5 responses to “Smoke Less, Save More”

  1. LarrytheG Avatar

    re: ” Most of those costs accrue to the individual doing the smoking”

    Au Contraire!

    YOU and I – ARE paying – if those smokers have the same health insurance we have!!!!

    I DO NOTE a couple of things about Obamacare though –

    1. – one of the factors in the premiums is if the applicant smokes – the insurance companies in some (not all) states CAN charge up to a 50% surcharge.

    2. – one of the included (MEC) services of all the plans is smoking cessation programs.

    but without question -you and I pay – for Medicare, MedicAid and Employer-provided – health costs for smokers.

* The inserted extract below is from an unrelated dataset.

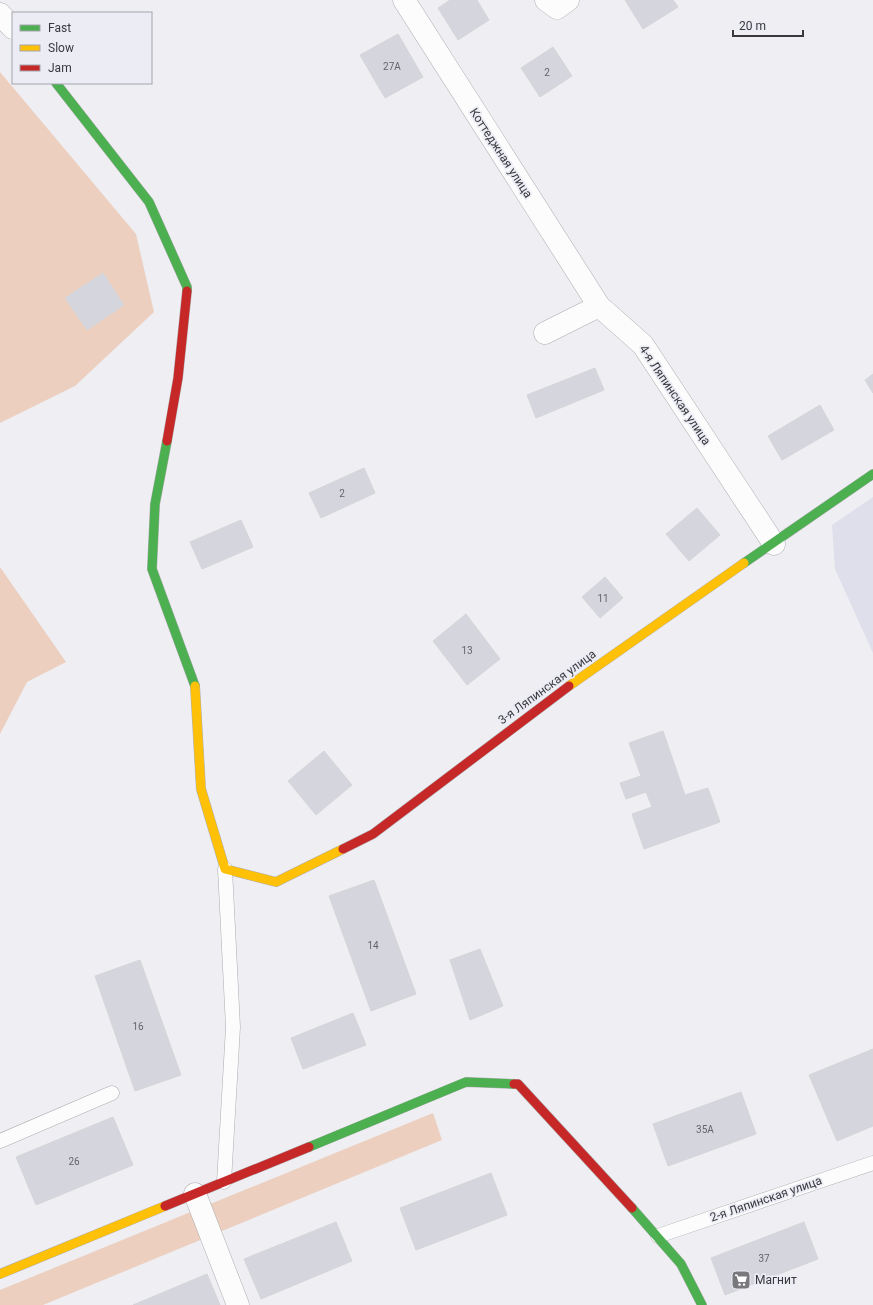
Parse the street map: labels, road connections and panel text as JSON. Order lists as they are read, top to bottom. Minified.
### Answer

    1. For what it’s worth, WalletHub attributes less than 10% of the cost of smoking to health care. While society pays for much, perhaps most, of that, the smokers themselves do incur out-of-pocket expenses for their own medical treatment.

      Then there’s the gruesome reality that because smokers die earlier than non-smokers (on average), society incurs less Medicare and Social Security obligation.

  2. LarrytheG Avatar

    people who die of lung cancer and heart disease – do not die quick nor cheap.

    there is a reason why Obamacare allow insurance companies to charge up to a 50% surcharge on exchange policies.

    Neither employer-provided nor Medicare do that.

    ” Smoking costs the United States billions of dollars each year.1,5
    Total economic cost of smoking is more than $300 billion a year, including

    Nearly $170 billion in direct medical care for adults

    More than $156 billion in lost productivity due to premature death and exposure to secondhand smoke”

    http://www.cdc.gov/tobacco/data_statistics/fact_sheets/fast_facts/

    and again , remember the next time we talk about people knowing better what to do with their money than government and your premise that govt has no legitimate role in discouraging use.

    How do you feel about pot and illegal drug use? do you think similarly with respect to the legitimate role of govt in discouraging it? If drugs were not illegal and people could use them legally – would you still consider the involvement of the govt in discouraging it – wrong?

    compare cigarette use with pot/cocaine use…. if you made cigarettes illegal would you end up with the same problem with pot/cocaine?

    😉

  3. slowlane Avatar

    A correction, Jim:….. the WalletHub chart shows that Virginia has the 13th LOWEST smoking cost of all states. I suspected as much, since Virginia and other states mapped in dark-blue have low cigarette tax rates (and overall lower cost of living), while states shown as light-blue have the highest cigarette tax rates (along with higher cost of living including medical costs).

    1. Slowlane, you really nailed me there! I apologize for the sloppiness. That’s what comes from trying to church out two blog posts in one morning. I’ll make the change.